**** Records for this exercise

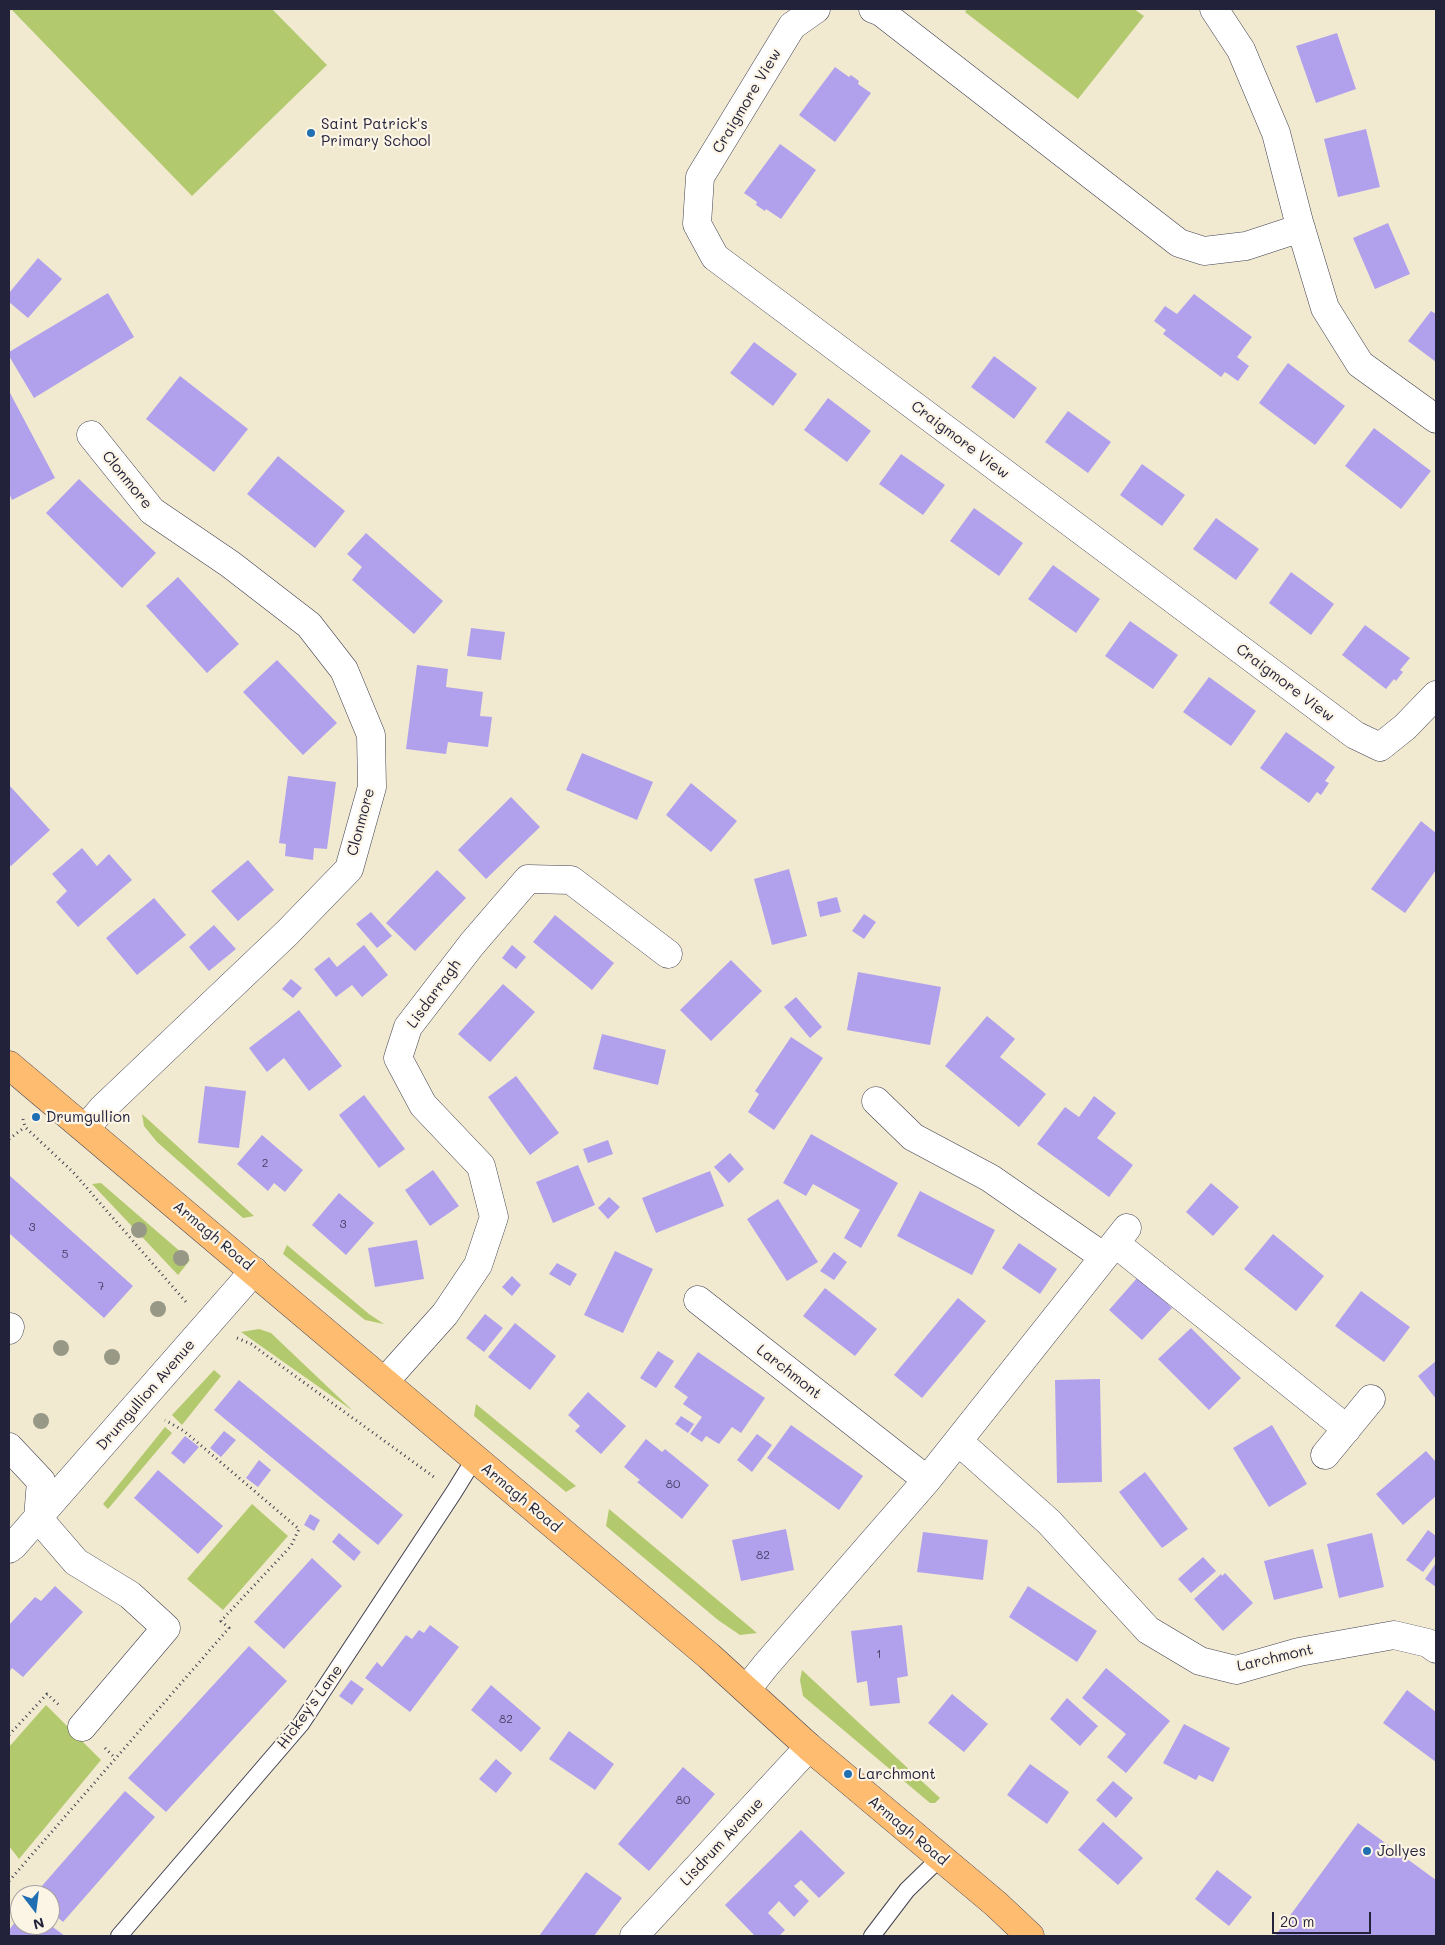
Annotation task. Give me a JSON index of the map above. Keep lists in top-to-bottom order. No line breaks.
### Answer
{"streets":{"main road":["Armagh Road"],"street":["Craigmore View","Clonmore","Lisdarragh","Larchmont","Drumgullion Avenue","Lisdrum Avenue"],"lane":["Hickey's Lane"]},"crossings":[["Clonmore","Armagh Road"],["Lisdarragh","Armagh Road"],["Armagh Road","Drumgullion Avenue"],["Armagh Road","Hickey's Lane"],["Armagh Road","Lisdrum Avenue"]],"places":["Saint Patrick's Primary School","Drumgullion","Larchmont","Jollyes"],"house_numbers":["2","3","3","5","7","80","82","1","82","80"],"scale_bar":"20 m","north":"bottom"}
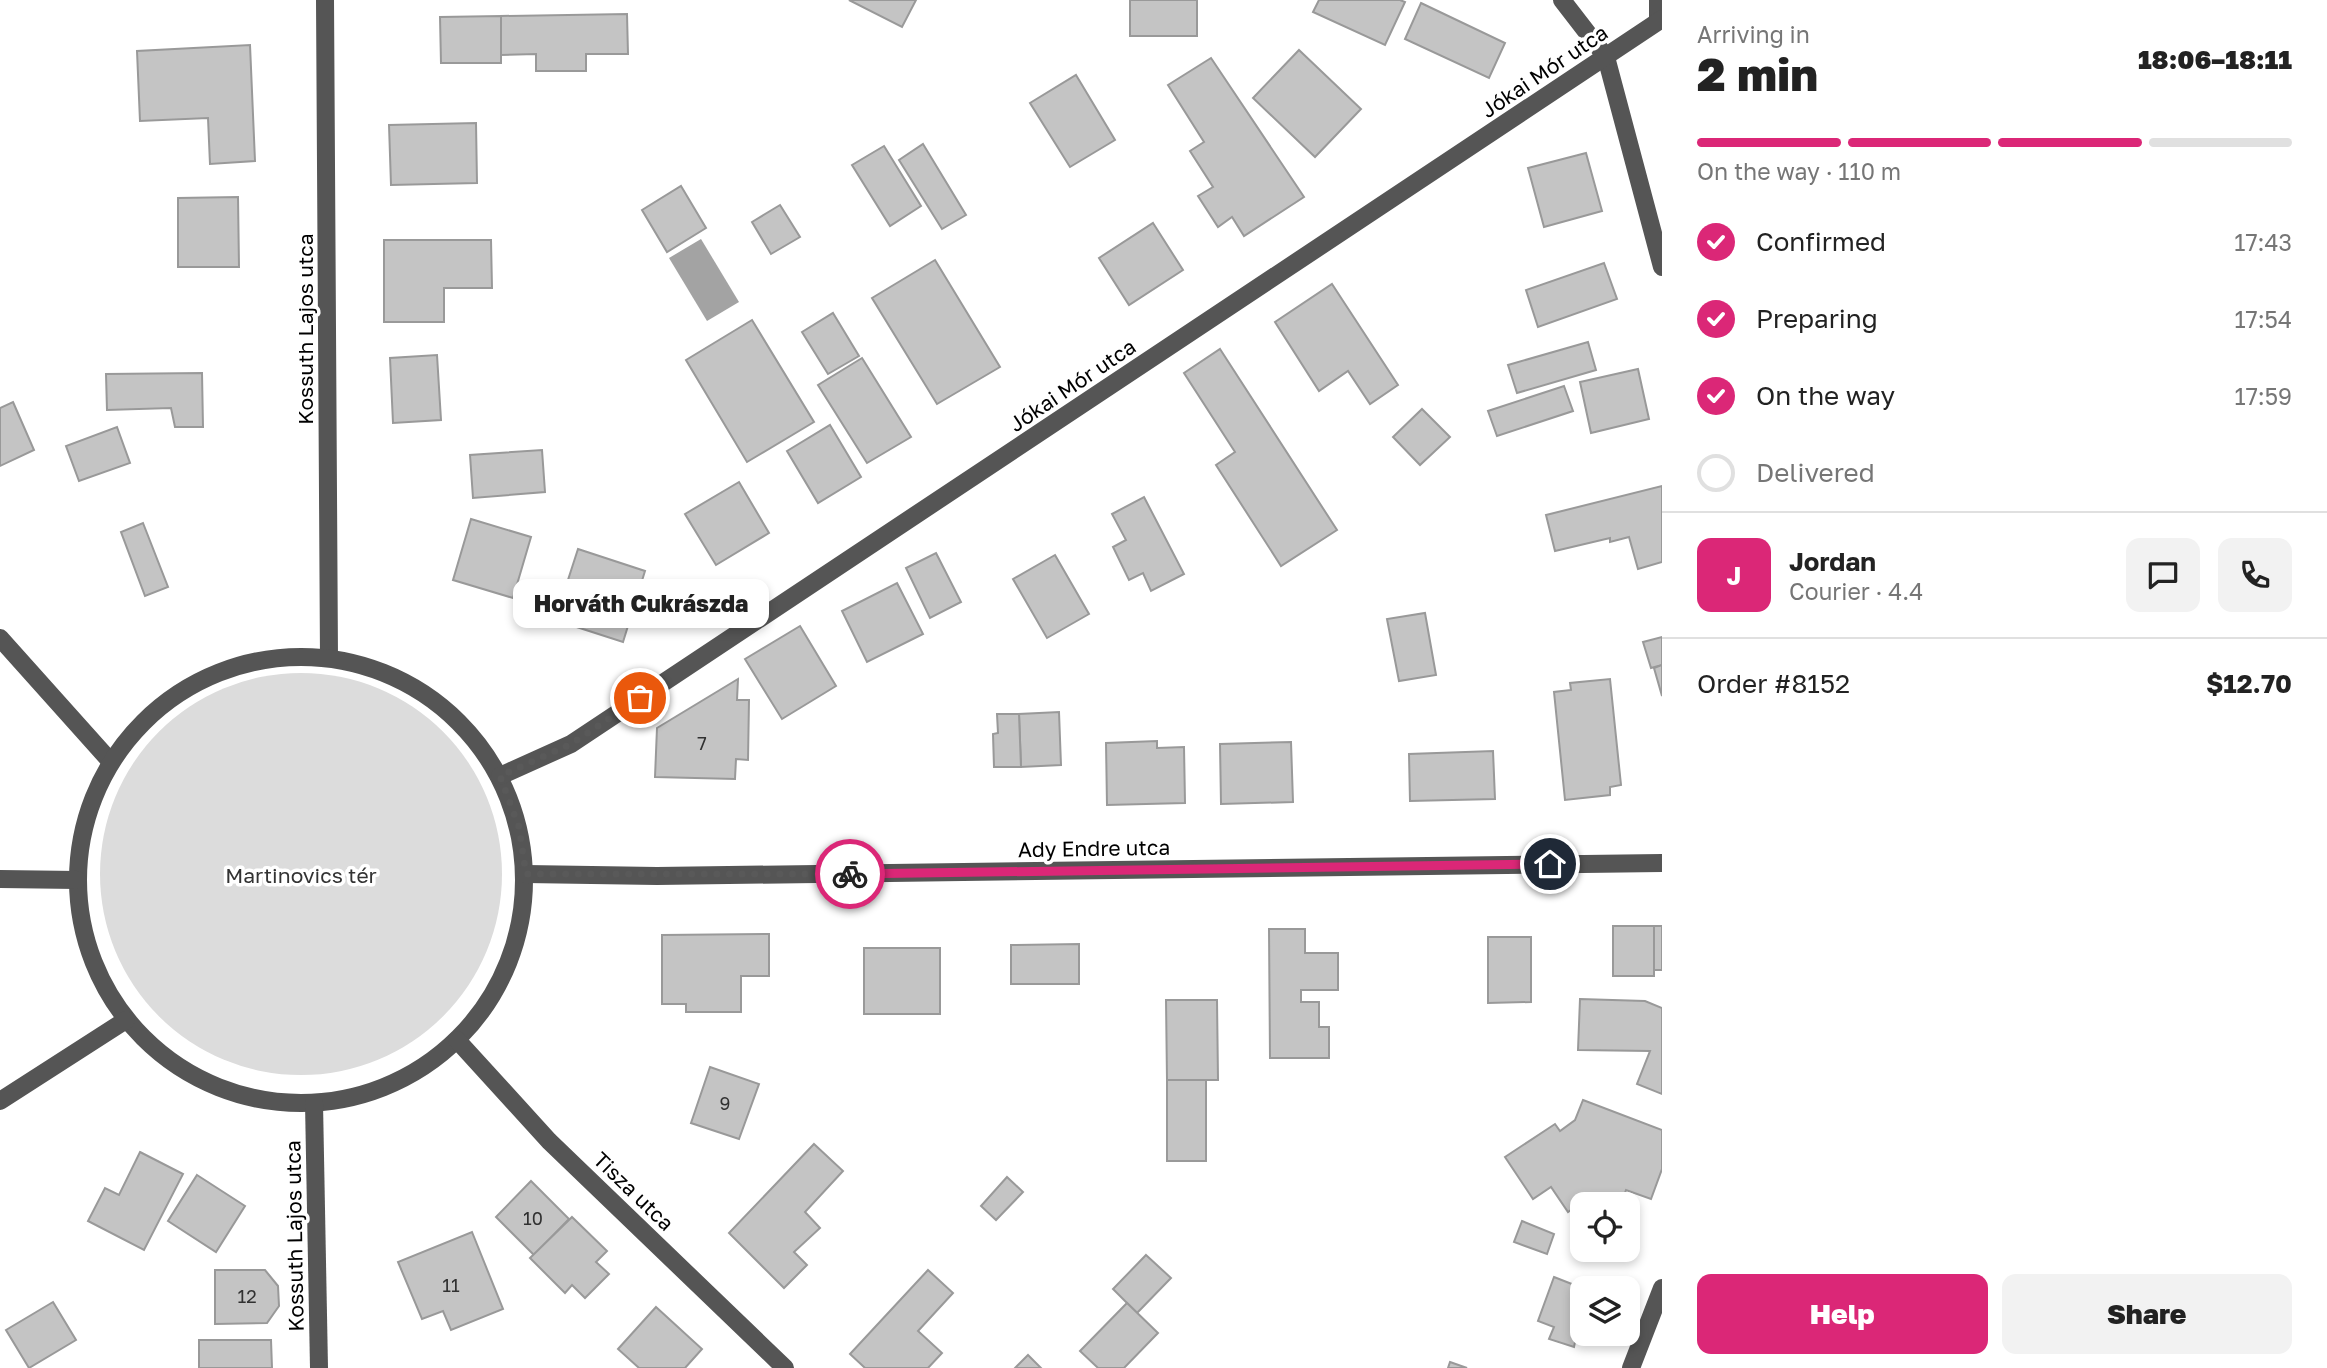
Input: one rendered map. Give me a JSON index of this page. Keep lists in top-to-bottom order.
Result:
{
  "streets": {
    "street": [
      "Jókai Mór utca",
      "Kossuth Lajos utca",
      "Ady Endre utca",
      "Tisza utca"
    ]
  },
  "parks": ["Martinovics tér"],
  "places": ["Horváth Cukrászda"],
  "house_numbers": [
    "7",
    "9",
    "10",
    "11",
    "12"
  ],
  "page": {
    "heading": ["2 min", "Arriving in", "18:06–18:11"],
    "panel": [
      "Jordan",
      "Courier · 4.4",
      "Order #8152",
      "$12.70"
    ],
    "bar": "On the way · 110 m",
    "list": [
      ["Confirmed", "17:43"],
      ["Preparing", "17:54"],
      ["On the way", "17:59"],
      "Delivered"
    ],
    "round": "J",
    "bubble": "Horváth Cukrászda",
    "buttons": ["Help", "Share"]
  }
}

********

__Exercise description__. The response should consist of the lines above from the first through the one containing "Input: one rendered", transcribed exactly, with every picture left out.

__Response area__.
Annotation task. Give me a JSON index of the map above. Keep lists in top-to-bottom order. No line breaks.
### Answer
{"streets":{"main road":["Armagh Road"],"street":["Craigmore View","Clonmore","Lisdarragh","Larchmont","Drumgullion Avenue","Lisdrum Avenue"],"lane":["Hickey's Lane"]},"crossings":[["Clonmore","Armagh Road"],["Lisdarragh","Armagh Road"],["Armagh Road","Drumgullion Avenue"],["Armagh Road","Hickey's Lane"],["Armagh Road","Lisdrum Avenue"]],"places":["Saint Patrick's Primary School","Drumgullion","Larchmont","Jollyes"],"house_numbers":["2","3","3","5","7","80","82","1","82","80"],"scale_bar":"20 m","north":"bottom"}
Input: one rendered map. Give me a JSON index of this page. Keep lists in top-to-bottom order.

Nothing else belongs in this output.